## Goal of the exercise
Return only those lines of the listing in which "screenshot" appears.

## Data for review
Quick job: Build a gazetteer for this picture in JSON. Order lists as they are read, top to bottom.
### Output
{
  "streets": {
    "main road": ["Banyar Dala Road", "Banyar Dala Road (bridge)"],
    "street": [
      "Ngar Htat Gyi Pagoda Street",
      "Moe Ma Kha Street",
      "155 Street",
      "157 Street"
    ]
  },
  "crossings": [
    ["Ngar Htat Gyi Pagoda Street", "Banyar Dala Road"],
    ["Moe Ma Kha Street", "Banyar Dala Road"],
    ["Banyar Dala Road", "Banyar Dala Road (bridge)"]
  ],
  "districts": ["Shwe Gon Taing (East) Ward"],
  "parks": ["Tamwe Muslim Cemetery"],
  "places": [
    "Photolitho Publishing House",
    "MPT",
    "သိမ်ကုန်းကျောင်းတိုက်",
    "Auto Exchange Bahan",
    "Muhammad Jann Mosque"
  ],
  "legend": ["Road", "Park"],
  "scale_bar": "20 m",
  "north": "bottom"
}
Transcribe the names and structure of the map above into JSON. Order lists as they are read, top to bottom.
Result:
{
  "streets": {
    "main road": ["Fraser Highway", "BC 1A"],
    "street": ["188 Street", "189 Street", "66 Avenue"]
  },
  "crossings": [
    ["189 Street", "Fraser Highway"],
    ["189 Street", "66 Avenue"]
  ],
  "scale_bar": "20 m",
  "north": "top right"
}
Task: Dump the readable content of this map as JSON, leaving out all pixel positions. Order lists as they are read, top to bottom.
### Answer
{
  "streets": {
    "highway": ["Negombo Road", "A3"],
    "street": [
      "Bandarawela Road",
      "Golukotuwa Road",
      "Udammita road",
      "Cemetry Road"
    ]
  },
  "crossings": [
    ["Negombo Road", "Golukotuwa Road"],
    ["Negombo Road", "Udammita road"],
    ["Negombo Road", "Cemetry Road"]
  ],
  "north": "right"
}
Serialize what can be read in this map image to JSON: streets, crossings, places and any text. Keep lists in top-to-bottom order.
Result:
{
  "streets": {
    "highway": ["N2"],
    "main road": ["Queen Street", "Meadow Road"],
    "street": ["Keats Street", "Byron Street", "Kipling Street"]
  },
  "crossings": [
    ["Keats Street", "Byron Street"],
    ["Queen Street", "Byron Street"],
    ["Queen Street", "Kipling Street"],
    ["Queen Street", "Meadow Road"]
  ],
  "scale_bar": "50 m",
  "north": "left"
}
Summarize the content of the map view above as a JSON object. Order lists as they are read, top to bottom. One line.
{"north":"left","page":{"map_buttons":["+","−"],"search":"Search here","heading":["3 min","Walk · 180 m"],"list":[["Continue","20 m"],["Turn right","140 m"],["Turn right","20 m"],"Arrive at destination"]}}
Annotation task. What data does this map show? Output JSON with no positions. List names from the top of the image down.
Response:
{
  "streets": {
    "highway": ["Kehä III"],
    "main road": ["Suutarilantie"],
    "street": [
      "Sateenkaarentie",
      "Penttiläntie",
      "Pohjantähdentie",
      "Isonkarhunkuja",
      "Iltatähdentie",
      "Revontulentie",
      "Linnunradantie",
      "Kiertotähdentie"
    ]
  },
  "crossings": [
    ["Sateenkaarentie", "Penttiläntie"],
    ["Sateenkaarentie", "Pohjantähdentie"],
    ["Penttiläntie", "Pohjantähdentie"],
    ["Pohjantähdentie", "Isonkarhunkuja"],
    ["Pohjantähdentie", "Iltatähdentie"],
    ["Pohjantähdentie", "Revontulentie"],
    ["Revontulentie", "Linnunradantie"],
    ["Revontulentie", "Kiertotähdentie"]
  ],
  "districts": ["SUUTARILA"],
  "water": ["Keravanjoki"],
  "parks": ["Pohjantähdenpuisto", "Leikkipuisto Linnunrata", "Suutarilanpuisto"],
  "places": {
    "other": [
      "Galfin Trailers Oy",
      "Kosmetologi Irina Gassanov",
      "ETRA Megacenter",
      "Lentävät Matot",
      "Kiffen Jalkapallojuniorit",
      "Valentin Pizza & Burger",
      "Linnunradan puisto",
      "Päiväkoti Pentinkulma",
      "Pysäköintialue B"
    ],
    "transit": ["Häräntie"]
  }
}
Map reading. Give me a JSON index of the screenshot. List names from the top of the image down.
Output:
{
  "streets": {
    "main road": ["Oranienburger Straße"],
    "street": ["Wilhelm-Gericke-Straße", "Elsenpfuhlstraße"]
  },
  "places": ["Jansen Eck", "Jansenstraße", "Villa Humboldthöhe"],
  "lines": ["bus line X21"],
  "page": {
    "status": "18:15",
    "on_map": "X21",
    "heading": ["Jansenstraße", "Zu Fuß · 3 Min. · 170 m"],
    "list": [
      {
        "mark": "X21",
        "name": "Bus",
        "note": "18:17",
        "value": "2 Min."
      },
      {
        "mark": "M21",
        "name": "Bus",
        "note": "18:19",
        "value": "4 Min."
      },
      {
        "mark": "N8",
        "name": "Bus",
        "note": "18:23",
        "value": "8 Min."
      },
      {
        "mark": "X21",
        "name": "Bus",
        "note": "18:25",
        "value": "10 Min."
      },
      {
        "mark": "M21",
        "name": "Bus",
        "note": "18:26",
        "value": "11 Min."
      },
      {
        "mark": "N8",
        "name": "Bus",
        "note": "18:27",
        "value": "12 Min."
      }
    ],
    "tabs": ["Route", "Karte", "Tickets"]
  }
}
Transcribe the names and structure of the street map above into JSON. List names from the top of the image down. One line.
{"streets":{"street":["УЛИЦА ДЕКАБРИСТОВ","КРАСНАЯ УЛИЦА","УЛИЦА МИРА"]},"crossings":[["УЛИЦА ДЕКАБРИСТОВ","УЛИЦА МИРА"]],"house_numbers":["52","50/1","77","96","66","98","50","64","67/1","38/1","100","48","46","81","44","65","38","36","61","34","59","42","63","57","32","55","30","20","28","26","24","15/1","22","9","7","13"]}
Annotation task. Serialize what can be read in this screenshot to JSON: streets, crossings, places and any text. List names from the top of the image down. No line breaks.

## Expected answer
Map reading. Give me a JSON index of the screenshot. List names from the top of the image down.
Annotation task. Serialize what can be read in this screenshot to JSON: streets, crossings, places and any text. List names from the top of the image down. No line breaks.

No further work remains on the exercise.